Find each line of the material below in which the word "controls" occurs, and return it.

^^^^^^^^

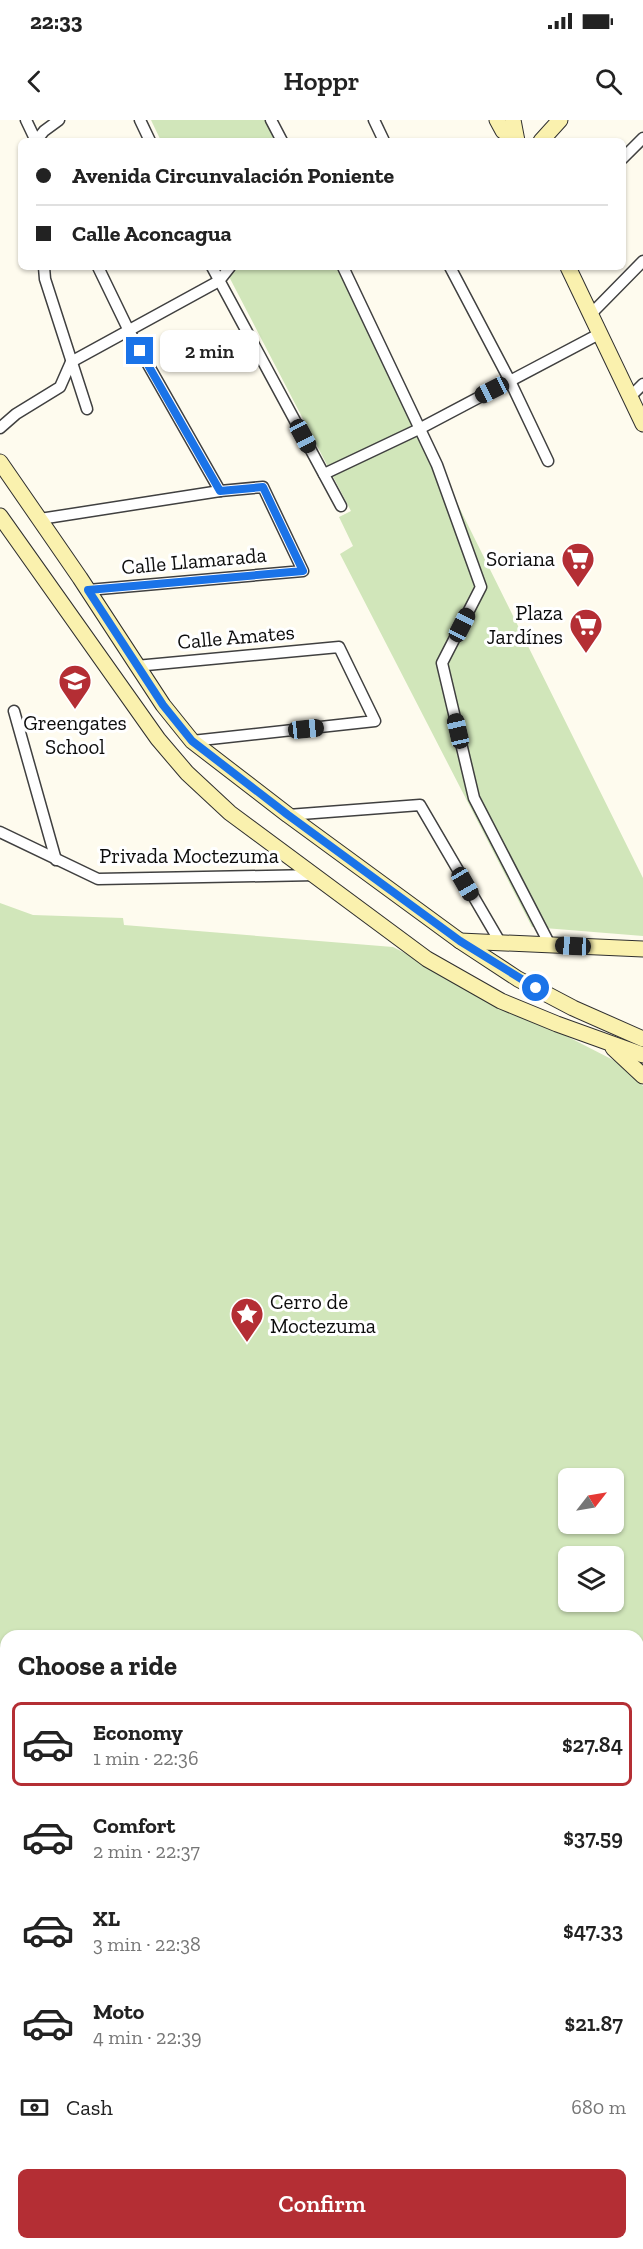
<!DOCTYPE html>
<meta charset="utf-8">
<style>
:root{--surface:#fff;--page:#f2f2f2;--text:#222;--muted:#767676;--line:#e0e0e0;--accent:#b42e34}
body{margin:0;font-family:"Zilla Slab",serif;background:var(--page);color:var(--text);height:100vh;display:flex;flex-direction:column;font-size:22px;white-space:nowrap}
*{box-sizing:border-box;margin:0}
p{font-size:20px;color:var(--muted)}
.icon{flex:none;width:33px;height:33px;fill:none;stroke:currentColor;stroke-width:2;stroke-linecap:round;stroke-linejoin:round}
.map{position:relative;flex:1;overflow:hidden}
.drawer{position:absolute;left:0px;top:1510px;width:644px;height:620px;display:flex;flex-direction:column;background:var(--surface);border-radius:18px 18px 0 0;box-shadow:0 2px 4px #0004}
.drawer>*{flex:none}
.hud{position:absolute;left:18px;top:18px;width:608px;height:132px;border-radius:9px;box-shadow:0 2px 4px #0004;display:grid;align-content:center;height:132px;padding:0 18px;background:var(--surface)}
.needle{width:39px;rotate:59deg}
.controls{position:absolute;left:558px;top:1348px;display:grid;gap:12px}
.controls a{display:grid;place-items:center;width:66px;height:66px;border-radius:9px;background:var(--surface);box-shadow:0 2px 4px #0004;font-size:30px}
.end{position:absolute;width:27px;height:27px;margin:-14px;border:8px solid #1a73e8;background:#fff;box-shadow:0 0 0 3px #fff}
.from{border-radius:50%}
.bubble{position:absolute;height:42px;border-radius:9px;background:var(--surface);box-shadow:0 2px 4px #0004;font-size:20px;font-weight:600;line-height:42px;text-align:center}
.car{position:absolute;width:18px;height:36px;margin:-18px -9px;border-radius:8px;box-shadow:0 0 4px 2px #0007;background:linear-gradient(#222 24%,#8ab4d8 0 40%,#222 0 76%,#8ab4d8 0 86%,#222 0)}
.hud b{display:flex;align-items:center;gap:21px;height:57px;font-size:22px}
.hud b+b{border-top:2px solid var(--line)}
.hud i{width:15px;height:15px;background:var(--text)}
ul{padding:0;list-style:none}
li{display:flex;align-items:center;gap:18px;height:84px;margin:0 12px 9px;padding:0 6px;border:3px solid transparent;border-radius:9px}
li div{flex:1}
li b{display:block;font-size:22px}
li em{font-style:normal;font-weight:600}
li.current{border-color:var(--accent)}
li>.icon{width:54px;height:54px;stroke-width:1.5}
h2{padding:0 18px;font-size:27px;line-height:72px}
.pay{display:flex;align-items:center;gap:15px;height:66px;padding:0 18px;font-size:22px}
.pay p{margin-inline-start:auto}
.cta{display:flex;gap:12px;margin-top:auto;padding:12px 18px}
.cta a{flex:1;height:69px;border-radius:9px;background:var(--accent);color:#fff;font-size:24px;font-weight:600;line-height:69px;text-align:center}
.status{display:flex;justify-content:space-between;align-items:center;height:42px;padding:0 30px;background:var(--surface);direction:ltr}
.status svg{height:16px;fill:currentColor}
header{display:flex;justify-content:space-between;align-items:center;height:78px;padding:0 18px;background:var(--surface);font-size:27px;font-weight:600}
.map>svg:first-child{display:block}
.green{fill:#d1e6ba;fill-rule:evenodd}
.pitch{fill:#e2eecb}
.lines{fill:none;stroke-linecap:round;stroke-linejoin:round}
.river{stroke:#b6dbf2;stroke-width:20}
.street-casing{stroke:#404040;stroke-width:13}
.secondary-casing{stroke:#2f2f2f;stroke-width:17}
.street{stroke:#fff;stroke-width:10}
.secondary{stroke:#faf1ae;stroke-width:15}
.route{stroke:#1a73e8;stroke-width:8}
.labels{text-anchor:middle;stroke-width:6;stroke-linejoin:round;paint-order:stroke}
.poi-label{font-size:21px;fill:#0d0d0d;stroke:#fff;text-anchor:end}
.street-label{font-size:21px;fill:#0d0d0d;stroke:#fff}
</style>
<div class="status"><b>22:33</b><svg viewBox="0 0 49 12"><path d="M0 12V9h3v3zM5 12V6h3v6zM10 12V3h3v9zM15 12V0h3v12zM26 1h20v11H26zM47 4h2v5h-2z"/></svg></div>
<header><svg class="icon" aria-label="back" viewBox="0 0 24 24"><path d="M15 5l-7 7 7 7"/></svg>Hoppr<svg class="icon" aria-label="search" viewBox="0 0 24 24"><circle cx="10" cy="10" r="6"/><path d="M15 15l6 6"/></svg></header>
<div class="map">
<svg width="643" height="2129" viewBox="0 0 643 2129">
<rect width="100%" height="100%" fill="#fefbee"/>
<g class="green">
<path d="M 151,0 L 267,0 L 277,21 L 161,21 Z"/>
<path d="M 224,147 L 340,147 L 643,758 L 643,816 L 532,807 L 340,434 L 353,426 L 339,397 L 351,391 Z"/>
<path d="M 0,783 L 33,795 L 123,798 L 124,805 L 393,827 L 619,943 L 643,966 L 643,1732 L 638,1741 L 638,1516 L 6,1516 L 6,1552 L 0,1540 ZM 568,1359 L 614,1359 L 614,1404 L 568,1404 ZM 568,1437 L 614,1437 L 614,1482 L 568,1482 Z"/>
<path d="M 0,1900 L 6,1902 L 6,1927 L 0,1925 Z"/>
<path d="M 169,2124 L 216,2124 C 203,2129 183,2129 169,2124 Z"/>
</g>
<path class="pitch" d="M 0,1571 L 6,1585 L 6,1734 L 0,1732 Z"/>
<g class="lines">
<g class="river">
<path d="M 0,1919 L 6,1921"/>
<path d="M 638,2023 L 643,2021"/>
</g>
<defs>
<g id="street">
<path d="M 26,0 L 36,21"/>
<path d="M 140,0 L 150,21"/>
<path d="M 271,0 L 282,21"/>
<path d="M 374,0 L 384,21"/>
<path d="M 36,21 L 44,11 L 59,0"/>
<path d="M 622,39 L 643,18"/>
<path d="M 44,147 L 45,159 L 87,289"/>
<path d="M 98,147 L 129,211 L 220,371"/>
<path d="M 212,147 L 341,386"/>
<path d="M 343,147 L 437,345 L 481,467 L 442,543 L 474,678 L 550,825"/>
<path d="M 450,147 L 510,261 L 548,341"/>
<path d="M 590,195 L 643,141"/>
<path d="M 630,277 L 643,264"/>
<path d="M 0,308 L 16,294 L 60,267 L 71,242 L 219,161 L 230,147"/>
<path d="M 324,354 L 419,309 L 599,214"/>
<path d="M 40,399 L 220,371 L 263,367 L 303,451 L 88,470"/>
<path d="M 136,546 L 339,527 L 375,601 L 192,621"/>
<path d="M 14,591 L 56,740"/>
<path d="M 288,695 L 420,685 L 500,822"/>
<path d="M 0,712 L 98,759 L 316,755"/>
<path d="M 638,2075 L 643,2073"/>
<path d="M 0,2096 L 6,2098"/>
<path d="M 430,2129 L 441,2124"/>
</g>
<g id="secondary">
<path d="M 497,0 L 503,11 L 517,21"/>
<path d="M 513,0 L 517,21"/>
<path d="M 541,21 L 560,0"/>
<path d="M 568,147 L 643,304"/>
<path d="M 0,342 L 80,458 L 163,585 L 192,621 L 288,695 L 460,821 L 518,859 L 573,888 L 643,919"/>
<path d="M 0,396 L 158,619 L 187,653 L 230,693 L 427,839 L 501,881 L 557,904 L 643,935"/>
<path d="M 460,821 L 643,829"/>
<path d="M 613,928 L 643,956"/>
<path d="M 638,1756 L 643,1748"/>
<path d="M 638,1811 L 643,1799"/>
<path d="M 479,2129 L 480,2124"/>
<path d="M 513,2129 L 514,2124"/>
</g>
</defs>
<use href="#street" class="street-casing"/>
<use href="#secondary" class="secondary-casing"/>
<use href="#street" class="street"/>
<use href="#secondary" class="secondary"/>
</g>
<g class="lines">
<path class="route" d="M 140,231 L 220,371 L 263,367 L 303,451 L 88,470 L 163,585 L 192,621 L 288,695 L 460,821 L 536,868"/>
</g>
<defs>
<symbol id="supermarket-pin" viewBox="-11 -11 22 30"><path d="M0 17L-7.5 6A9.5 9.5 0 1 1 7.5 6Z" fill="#b42e34" stroke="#fff"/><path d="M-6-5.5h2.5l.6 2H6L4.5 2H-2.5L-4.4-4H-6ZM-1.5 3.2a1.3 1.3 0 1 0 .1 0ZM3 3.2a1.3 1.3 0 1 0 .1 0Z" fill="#fff"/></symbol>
<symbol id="school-pin" viewBox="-11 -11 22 30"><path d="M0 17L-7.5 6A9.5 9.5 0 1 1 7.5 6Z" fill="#b42e34" stroke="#fff"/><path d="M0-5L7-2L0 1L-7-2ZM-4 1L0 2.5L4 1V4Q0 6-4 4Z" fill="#fff"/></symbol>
<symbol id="sight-pin" viewBox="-11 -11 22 30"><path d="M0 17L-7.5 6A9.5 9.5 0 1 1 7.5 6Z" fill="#b42e34" stroke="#fff"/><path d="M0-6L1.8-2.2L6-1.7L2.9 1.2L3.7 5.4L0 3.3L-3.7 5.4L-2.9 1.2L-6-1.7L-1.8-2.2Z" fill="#fff"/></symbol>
</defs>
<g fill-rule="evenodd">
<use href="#supermarket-pin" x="559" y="420" width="38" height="52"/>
<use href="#supermarket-pin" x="567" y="486" width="38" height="52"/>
<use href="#school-pin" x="56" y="542" width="38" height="52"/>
<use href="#sight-pin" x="228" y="1175" width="38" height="52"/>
</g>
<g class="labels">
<g class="poi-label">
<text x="555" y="446">Soriana</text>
<text x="563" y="500">Plaza<tspan x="563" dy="24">Jardínes</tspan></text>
<text x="75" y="610" text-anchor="middle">Greengates<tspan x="75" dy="24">School</tspan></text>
<text x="270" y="1189" text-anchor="start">Cerro de<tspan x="270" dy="24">Moctezuma</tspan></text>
</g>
<g class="street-label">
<text transform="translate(194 441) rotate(-5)" y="7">Calle Llamarada</text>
<text transform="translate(236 517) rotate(-5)" y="7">Calle Amates</text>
<text x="189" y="743">Privada Moctezuma</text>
</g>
</g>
</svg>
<div class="controls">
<a><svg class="needle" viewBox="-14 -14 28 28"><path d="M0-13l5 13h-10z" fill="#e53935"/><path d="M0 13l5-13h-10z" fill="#767676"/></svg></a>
<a><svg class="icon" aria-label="layers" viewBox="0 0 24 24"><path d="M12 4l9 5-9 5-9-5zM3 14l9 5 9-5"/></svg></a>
</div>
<i class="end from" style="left:536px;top:868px"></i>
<i class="end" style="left:140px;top:231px"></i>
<div class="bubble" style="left:160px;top:210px;width:99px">2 min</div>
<i class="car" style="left:492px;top:270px;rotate:243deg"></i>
<i class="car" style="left:303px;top:316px;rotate:152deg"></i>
<i class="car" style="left:462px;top:505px;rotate:27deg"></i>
<i class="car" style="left:306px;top:609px;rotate:84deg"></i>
<i class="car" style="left:458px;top:611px;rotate:347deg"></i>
<i class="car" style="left:465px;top:764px;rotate:150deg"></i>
<i class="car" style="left:573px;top:826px;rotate:273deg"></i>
<div class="hud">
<b><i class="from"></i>Avenida Circunvalación Poniente</b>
<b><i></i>Calle Aconcagua</b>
</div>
<section class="drawer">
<h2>Choose a ride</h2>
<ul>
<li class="current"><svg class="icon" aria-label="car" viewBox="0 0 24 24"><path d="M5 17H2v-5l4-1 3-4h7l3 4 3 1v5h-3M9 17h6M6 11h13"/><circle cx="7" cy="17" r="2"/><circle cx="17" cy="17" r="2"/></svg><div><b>Economy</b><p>1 min · 22:36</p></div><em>$27.84</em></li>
<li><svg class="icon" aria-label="car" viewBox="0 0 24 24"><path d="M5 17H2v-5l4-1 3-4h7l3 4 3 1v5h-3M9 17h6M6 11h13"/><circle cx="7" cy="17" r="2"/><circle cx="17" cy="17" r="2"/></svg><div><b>Comfort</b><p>2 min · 22:37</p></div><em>$37.59</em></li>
<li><svg class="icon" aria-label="car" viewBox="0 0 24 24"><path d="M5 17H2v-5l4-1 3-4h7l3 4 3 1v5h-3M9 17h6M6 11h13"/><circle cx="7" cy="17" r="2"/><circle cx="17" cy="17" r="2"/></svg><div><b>XL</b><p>3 min · 22:38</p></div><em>$47.33</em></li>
<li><svg class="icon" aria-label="car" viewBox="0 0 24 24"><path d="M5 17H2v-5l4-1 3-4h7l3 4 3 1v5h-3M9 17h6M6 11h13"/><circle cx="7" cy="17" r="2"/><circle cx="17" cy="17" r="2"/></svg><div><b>Moto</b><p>4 min · 22:39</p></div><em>$21.87</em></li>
</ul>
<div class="pay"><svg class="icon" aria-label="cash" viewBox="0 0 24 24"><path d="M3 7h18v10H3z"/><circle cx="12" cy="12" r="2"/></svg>Cash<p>680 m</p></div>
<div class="cta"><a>Confirm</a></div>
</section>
</div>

^^^^^^^^

▸ Response area:
.controls{position:absolute;left:558px;top:1348px;display:grid;gap:12px}
.controls a{display:grid;place-items:center;width:66px;height:66px;border-radius:9px;background:var(--surface);box-shadow:0 2px 4px #0004;font-size:30px}
<div class="controls">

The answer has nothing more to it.